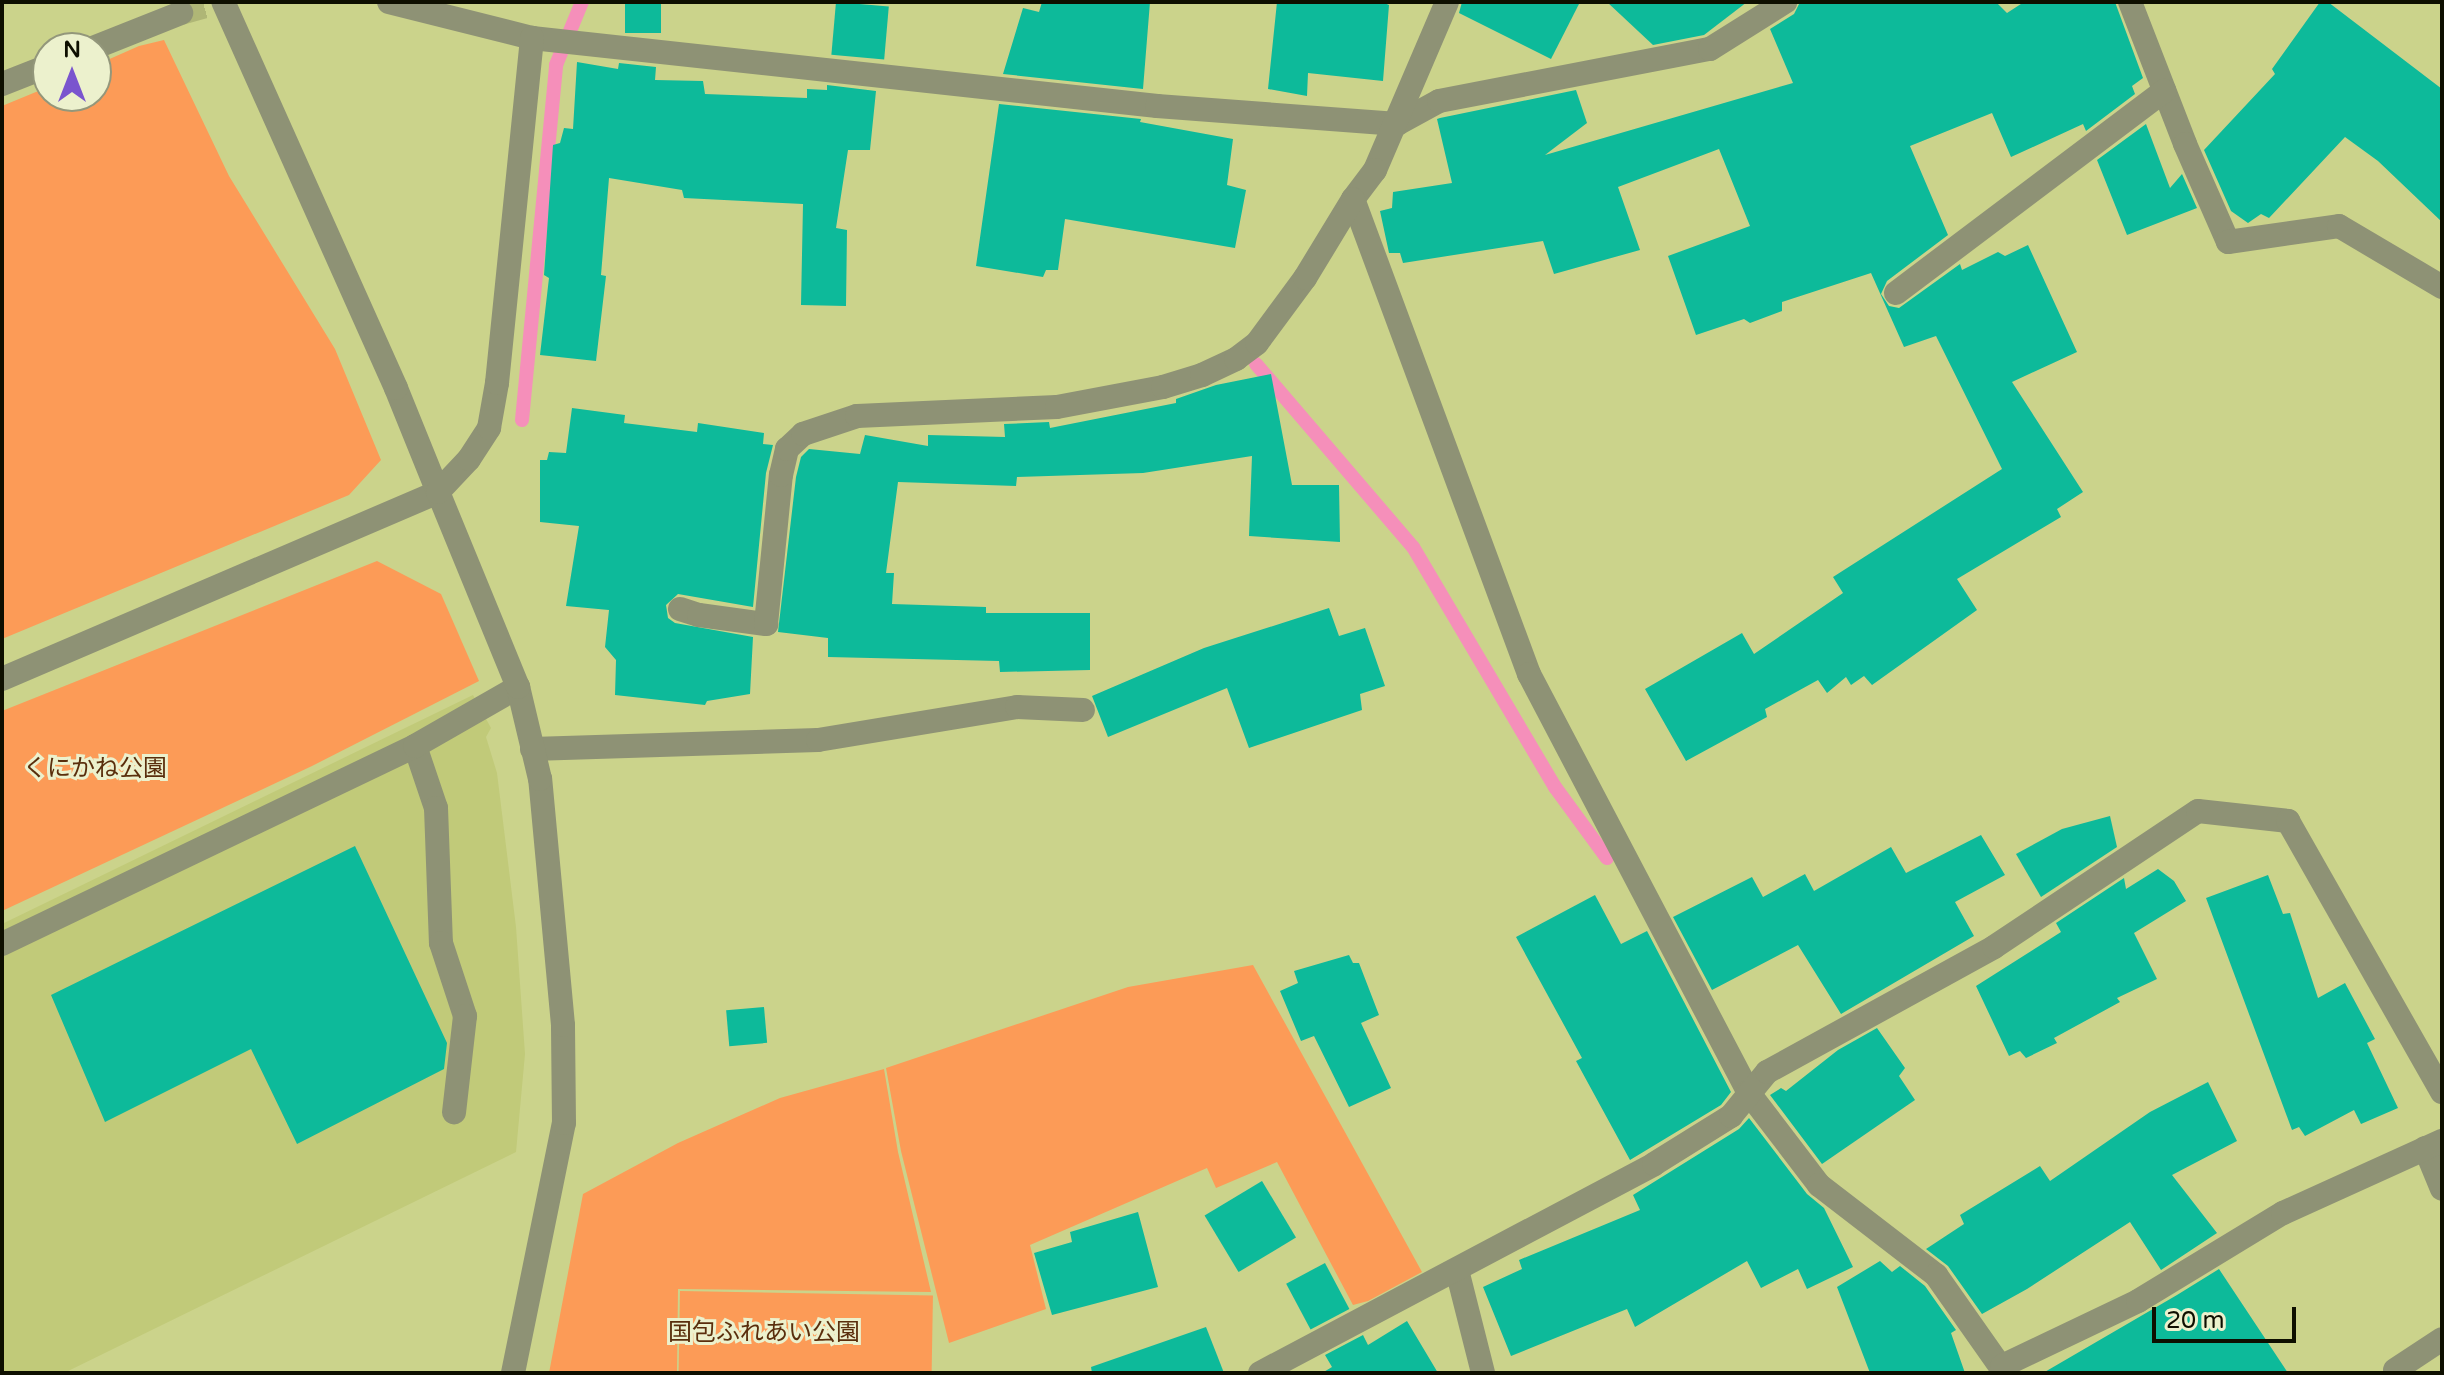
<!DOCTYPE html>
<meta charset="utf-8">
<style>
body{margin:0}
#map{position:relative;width:2444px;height:1375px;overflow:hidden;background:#cbd38b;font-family:"Varela Round","Noto Sans JP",sans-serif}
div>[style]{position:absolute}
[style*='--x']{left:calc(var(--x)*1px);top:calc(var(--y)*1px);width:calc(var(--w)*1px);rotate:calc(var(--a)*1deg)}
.built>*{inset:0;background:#c1ca79}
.green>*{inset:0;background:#fc9b57;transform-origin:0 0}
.stream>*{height:14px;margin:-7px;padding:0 7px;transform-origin:7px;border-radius:7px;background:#f58fba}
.building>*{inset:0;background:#0dba9a;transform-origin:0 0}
.minor-tunnel>*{height:24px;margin-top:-12px;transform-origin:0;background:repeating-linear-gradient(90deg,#afb676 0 24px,transparent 0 36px)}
.minor>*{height:24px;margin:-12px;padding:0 12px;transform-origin:12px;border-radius:12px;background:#8e9275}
span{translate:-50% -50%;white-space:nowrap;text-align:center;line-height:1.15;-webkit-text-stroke:6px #ecf1cd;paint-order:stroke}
.park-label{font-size:24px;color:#5a2e0c}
.frame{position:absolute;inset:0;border:4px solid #0e0f00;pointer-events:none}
.north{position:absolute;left:32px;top:32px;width:80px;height:80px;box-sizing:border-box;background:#ecf1cd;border:2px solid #93977b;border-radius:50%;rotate:0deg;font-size:22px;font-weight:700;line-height:32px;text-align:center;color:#0e0f00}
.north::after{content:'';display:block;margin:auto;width:28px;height:36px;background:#7a55ce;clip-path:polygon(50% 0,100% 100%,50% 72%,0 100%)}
.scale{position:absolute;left:2152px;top:1307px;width:144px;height:36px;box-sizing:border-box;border:4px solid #0e0f00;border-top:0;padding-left:10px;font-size:24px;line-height:28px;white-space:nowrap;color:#0e0f00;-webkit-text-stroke:6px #ecf1cd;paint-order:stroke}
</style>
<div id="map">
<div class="built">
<i style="clip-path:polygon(473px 695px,491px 728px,486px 737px,497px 773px,516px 927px,525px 1054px,516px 1152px,64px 1373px,2px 1373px,2px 924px)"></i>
</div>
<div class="green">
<i style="clip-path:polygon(164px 40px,229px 176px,335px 349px,381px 460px,349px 495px,2px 639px,2px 106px,48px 87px,48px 96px,96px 96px,96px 65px,139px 46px)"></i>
<i style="clip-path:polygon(377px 561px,441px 594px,479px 681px,312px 766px,2px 911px,2px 711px)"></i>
<i style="clip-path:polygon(1253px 965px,1422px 1272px,1368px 1301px,1353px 1305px,1277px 1162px,1216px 1188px,1207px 1168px,1030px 1245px,1046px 1309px,949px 1343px,901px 1151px,886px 1068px,1128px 987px)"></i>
<i style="clip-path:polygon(884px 1069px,898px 1152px,931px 1292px,678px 1289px,677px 1373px,549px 1373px,583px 1194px,678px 1143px,780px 1098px)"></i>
<i style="left:680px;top:1291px;width:253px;height:82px;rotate:1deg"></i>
</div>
<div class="stream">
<i style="--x:1256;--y:364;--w:241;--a:49.4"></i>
<i style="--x:1413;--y:547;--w:279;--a:59.4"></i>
<i style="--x:1555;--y:787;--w:88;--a:53.8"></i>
<i style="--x:522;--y:420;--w:357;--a:-84.5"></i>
<i style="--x:556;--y:65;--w:68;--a:-67.6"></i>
</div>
<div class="building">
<i style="left:625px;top:2px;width:36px;height:31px"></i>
<i style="left:836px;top:2px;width:53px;height:53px;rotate:5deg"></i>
<i style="clip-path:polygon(1042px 2px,1150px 2px,1143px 89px,1003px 74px,1023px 8px,1039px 12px)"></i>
<i style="clip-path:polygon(1277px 2px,1382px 2px,1389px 5px,1383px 81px,1308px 73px,1307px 96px,1268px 89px)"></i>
<i style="clip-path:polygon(1462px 2px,1580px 2px,1551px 59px,1459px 13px)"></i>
<i style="clip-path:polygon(1607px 2px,1747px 2px,1704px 35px,1653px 45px)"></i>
<i style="clip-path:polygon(1800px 2px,1996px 2px,2007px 13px,2024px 2px,2115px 2px,2143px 78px,2132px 86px,2135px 94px,2086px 131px,2083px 124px,2011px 157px,1992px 113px,1910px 146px,1948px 235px,1887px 281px,1881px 294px,1889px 306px,1899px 308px,1960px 264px,1962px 270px,1998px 252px,2005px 256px,2028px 245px,2077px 352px,2012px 382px,2083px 492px,2057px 509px,2061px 517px,1957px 579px,1977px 610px,1872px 685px,1864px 676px,1851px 685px,1846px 677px,1827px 693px,1818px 680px,1765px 709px,1767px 717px,1686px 761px,1645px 689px,1742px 633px,1754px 654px,1843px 593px,1833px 577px,2002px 469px,1936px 336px,1904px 347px,1871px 273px,1782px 302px,1782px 311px,1750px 323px,1744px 319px,1696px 335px,1668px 256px,1750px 226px,1719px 149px,1618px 187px,1640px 250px,1554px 274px,1543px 241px,1403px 263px,1400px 253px,1389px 253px,1380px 211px,1392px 208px,1393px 192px,1452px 183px,1437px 119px,1440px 118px,1576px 90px,1587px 123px,1545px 155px,1793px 83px,1770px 29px,1794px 14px)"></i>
<i style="clip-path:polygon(2320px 2px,2328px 2px,2442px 89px,2442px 222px,2378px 161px,2345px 137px,2269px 218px,2261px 214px,2248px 223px,2231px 211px,2204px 150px,2275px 74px,2272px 69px)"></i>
<i style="clip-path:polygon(577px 62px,618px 69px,619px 63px,656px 67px,655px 80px,703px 81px,705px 94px,807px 98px,807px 89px,827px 90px,827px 85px,876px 91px,870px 150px,848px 150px,836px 228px,847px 230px,846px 306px,801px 305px,803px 204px,684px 198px,682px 190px,609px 178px,601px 275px,606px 276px,596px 361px,540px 355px,549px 278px,544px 275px,553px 145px,560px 143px,564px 128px,573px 129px)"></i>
<i style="clip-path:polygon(999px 104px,1141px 119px,1140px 122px,1233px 139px,1227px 185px,1246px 190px,1235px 248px,1065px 219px,1058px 270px,1046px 270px,1043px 277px,976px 266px)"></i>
<i style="clip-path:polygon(2146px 124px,2170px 188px,2182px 174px,2197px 208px,2127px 235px,2097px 160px)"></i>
<i style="clip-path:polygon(1271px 374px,1292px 485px,1339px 485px,1340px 542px,1249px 536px,1252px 456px,1143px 473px,1017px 477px,1016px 486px,898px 482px,886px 573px,894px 573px,892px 604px,986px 607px,986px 613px,1090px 613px,1090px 670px,1000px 672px,999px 661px,828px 657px,828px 638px,778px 632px,796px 477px,801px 457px,809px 449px,860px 454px,865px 435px,928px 446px,928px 435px,1005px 437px,1004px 424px,1049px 422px,1050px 428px,1176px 403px,1176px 399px,1216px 385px)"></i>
<i style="clip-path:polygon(572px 408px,625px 415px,624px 423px,697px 432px,698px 423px,764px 433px,763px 444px,773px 445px,766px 473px,753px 607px,678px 594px,666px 605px,668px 618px,675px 623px,753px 637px,750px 694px,707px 701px,705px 705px,615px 695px,616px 660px,605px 647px,609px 610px,566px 606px,579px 526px,540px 522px,540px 460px,547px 460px,549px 452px,566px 453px)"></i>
<i style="clip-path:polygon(1329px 608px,1339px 636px,1365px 628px,1385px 686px,1360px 694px,1362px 710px,1249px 748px,1227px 688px,1108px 737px,1092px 696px,1204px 648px)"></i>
<i style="clip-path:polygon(2110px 816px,2117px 847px,2041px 897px,2016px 854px,2062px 829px)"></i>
<i style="clip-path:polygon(1981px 835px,2005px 875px,1955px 902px,1974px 936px,1841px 1014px,1798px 945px,1712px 990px,1673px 917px,1752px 877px,1763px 897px,1805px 874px,1814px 891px,1891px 847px,1906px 873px)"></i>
<i style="clip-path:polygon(355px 846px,447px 1043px,444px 1069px,297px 1144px,251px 1049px,105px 1122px,51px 995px)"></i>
<i style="clip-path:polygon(2158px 869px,2174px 881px,2186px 901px,2134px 933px,2157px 979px,2117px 998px,2120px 1002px,2054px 1038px,2057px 1043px,2026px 1058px,2020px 1051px,2009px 1056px,1976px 986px,2061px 932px,2056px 923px,2124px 878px,2126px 889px)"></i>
<i style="clip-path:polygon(2268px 875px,2283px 914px,2290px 913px,2318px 998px,2345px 983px,2375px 1039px,2367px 1043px,2398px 1108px,2361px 1124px,2354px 1110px,2305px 1136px,2299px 1127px,2292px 1130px,2206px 898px)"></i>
<i style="clip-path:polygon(1595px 895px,1621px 944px,1647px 931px,1731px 1092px,1721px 1105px,1630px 1160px,1576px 1061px,1582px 1058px,1516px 937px)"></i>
<i style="clip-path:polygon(1349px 955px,1353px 963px,1359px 963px,1379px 1015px,1361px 1023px,1391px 1088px,1349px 1107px,1314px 1036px,1301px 1041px,1280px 991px,1298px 983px,1294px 971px)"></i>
<i style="left:764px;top:1007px;width:36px;height:38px;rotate:85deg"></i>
<i style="clip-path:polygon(1877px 1028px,1905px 1068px,1899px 1076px,1915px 1100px,1822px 1164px,1770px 1095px,1781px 1088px,1786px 1091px,1838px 1050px)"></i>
<i style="clip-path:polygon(2208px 1082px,2237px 1141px,2172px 1175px,2217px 1233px,2161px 1270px,2130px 1222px,2027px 1289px,1982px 1314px,1948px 1266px,1926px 1249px,1964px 1224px,1960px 1215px,2040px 1166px,2050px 1181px,2150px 1112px)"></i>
<i style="clip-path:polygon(1749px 1118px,1807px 1194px,1824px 1208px,1853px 1267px,1807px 1289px,1798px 1269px,1761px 1288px,1747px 1261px,1635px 1327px,1627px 1309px,1511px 1356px,1483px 1287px,1522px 1269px,1519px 1260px,1640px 1210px,1633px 1195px,1739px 1129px)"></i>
<i style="left:1262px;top:1181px;width:66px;height:67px;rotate:59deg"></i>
<i style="clip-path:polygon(1138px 1212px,1158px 1287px,1052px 1315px,1034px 1253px,1072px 1242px,1070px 1232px)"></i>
<i style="clip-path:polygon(1880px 1261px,1892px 1272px,1900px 1266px,1925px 1286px,1956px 1330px,1951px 1333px,1965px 1373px,1870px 1373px,1837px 1287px)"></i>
<i style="left:1325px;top:1263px;width:52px;height:44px;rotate:62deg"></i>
<i style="clip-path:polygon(2219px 1269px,2288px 1373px,2043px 1373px,2177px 1295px)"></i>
<i style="clip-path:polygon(1407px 1321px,1438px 1373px,1322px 1373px,1332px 1367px,1325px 1355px,1363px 1335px,1368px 1345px)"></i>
<i style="clip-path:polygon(1206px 1327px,1224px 1373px,1092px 1373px,1091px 1367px)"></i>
</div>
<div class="minor-tunnel">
<i style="--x:181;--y:13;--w:41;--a:-15.8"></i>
</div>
<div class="minor">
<i style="--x:389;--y:2;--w:147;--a:14.1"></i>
<i style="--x:532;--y:38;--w:629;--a:6.21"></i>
<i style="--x:1157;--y:106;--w:241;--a:4.3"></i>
<i style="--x:1397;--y:124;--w:48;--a:-28.7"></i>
<i style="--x:1439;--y:101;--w:276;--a:-10.9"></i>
<i style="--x:1710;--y:49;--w:89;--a:-32.1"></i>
<i style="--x:1447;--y:2;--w:183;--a:113.2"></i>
<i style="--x:1375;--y:170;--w:36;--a:127"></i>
<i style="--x:1353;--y:199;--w:507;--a:69.67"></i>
<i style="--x:1529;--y:674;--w:472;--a:62.3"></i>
<i style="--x:1748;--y:1092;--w:117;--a:52.6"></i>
<i style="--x:1819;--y:1185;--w:148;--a:37.6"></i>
<i style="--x:1936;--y:1275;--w:120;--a:54.9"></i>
<i style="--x:2130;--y:2;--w:152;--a:68.8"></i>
<i style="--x:2185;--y:144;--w:107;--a:66.3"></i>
<i style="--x:2228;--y:242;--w:112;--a:-8.2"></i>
<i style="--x:2339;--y:226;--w:120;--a:30.6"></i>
<i style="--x:93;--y:48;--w:95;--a:-21.7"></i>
<i style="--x:2;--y:84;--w:49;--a:-21.4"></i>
<i style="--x:1896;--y:293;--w:336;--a:-37"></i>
<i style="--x:680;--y:609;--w:20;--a:18"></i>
<i style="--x:699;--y:615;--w:68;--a:7.7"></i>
<i style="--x:766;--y:624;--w:150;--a:-84.3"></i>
<i style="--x:781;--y:475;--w:27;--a:-77"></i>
<i style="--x:787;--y:449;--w:22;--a:-43"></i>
<i style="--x:803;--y:434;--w:57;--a:-18.4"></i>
<i style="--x:857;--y:416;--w:200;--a:-2.6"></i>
<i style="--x:1057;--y:407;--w:108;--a:-10.7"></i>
<i style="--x:1163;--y:387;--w:41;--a:-17.1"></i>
<i style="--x:1202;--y:375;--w:38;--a:-25"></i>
<i style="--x:1236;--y:359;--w:26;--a:-37"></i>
<i style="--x:1257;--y:343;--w:81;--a:-53.6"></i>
<i style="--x:1305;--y:278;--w:92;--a:-58.7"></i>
<i style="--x:2;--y:679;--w:474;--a:-23.2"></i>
<i style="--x:438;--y:492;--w:112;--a:-112"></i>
<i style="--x:396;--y:388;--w:423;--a:-114.1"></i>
<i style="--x:415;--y:746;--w:65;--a:71.3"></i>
<i style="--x:436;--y:808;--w:135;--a:87.9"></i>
<i style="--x:441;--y:943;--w:77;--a:71.8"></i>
<i style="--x:465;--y:1016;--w:97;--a:96.5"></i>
<i style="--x:532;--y:749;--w:286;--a:-1.8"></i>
<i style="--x:818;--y:740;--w:202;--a:-9.4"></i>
<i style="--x:1017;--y:707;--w:66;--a:2.6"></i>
<i style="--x:2;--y:944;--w:458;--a:-25.6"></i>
<i style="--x:415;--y:746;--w:119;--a:-29.8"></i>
<i style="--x:2425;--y:1148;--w:44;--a:67.5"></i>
<i style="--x:1457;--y:1270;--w:106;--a:75.8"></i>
<i style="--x:2002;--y:1366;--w:151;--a:-25.5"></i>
<i style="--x:2138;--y:1301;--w:170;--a:-31.3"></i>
<i style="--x:2283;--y:1213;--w:175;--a:-24.4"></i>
<i style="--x:2395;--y:1370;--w:56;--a:-33.4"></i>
<i style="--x:513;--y:1373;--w:255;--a:-78.5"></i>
<i style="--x:564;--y:1123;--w:98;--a:-90.6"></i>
<i style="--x:563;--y:1025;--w:247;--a:-95.3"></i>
<i style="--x:540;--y:779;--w:95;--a:-103.4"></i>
<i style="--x:518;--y:687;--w:211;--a:-112.3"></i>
<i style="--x:438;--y:492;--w:45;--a:-46.8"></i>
<i style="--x:469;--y:459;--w:37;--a:-57"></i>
<i style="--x:489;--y:428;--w:46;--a:-79.9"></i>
<i style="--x:497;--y:383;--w:347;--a:-84.2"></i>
<i style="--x:1260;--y:1373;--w:446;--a:-27.9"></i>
<i style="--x:1654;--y:1164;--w:91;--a:-31.9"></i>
<i style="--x:1731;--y:1116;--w:57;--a:-50.7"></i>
<i style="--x:1767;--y:1072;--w:259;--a:-28.8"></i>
<i style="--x:1994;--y:947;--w:245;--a:-33.7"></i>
<i style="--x:2198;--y:811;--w:91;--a:6.3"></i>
<i style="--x:2288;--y:821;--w:312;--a:60.4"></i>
</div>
<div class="park-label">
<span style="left:95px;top:769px">くにかね公園</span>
<span style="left:764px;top:1333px">国包ふれあい公園</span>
</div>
<div class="frame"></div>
<div class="north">N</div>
<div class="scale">20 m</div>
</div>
******
- Task description:
Throughout the data above, report every line that contains the string "green".

- Written reply:
.green>*{inset:0;background:#fc9b57;transform-origin:0 0}
<div class="green">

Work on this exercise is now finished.